This project is aimed to implement basic web scraping using Python's BeautifulSoup library to create an informative dataset of available products. The e-commerce website targetted in the notebook is laptopsdirect.uk, with primary focus on the available laptops being sold. The project is divided into two parts - the first part scrapes only the first result page of the concerned product while the second part fetches all the available results from multiple pages. The scraped data is formatted using pandas library and exported in .xlsx format.
The following data points were fetched in this project:
- Product Name
- Price
- Rating
- Review Count
- Product Details
- Relative URL
The project requires BeautifulSoup
, requests
, pandas
and urllib
Python library toolkits to be installed.
To install the libraries, the following lines of commands can be used in Command Prompt
pip install beautifulsoup4
pip install pandas
Note: If you are using Anaconda Distribution, pandas and urllib will pre-installed with the package
from bs4 import BeautifulSoup
import requests
import pandas as pd
import urllib.parse
The notebook is divided into two parts corresponding to whether one wishes to scrape a single page of results or all of them.
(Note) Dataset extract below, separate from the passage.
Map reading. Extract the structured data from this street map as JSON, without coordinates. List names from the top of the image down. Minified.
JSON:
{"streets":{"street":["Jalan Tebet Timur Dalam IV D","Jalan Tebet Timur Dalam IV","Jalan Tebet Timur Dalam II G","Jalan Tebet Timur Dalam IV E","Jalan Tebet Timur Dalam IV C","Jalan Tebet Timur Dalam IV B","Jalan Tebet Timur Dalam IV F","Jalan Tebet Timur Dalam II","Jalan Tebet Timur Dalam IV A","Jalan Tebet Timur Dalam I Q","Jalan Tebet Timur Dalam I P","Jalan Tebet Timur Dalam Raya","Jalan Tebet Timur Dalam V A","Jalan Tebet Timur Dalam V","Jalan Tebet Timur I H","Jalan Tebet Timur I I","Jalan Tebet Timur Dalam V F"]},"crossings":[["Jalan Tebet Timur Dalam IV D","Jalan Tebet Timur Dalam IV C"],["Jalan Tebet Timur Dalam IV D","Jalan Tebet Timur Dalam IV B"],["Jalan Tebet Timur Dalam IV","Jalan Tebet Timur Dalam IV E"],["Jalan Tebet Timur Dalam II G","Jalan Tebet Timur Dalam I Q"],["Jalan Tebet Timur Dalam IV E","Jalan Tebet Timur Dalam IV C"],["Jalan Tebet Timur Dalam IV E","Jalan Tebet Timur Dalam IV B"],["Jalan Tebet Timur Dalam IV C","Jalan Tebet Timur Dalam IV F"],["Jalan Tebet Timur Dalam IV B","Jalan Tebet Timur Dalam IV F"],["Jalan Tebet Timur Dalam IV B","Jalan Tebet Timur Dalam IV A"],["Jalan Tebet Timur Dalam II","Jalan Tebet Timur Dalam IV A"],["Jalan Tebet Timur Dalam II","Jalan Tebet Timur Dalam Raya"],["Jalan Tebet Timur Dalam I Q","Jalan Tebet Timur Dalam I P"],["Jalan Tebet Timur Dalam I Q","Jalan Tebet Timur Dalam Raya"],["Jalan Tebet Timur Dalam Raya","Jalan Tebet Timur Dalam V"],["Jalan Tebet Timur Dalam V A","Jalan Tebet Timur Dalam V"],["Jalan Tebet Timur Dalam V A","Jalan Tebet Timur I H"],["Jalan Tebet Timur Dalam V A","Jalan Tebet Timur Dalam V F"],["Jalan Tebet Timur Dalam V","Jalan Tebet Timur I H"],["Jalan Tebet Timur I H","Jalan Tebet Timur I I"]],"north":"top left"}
Part 1 is meant for scraping the first page of the targeted result site and Part 2 is attributed for all pages. You have to run each cell starting from the library imports and move down sequentially from your desired Part.
We utilise the pandas library to format all fetched results into a data frame. In this notebook, the results were exported to a MS-Excel file (.xlsx format) using the followung lines of code:
product_overview.to_excel("ResultAll.xlsx", index = False)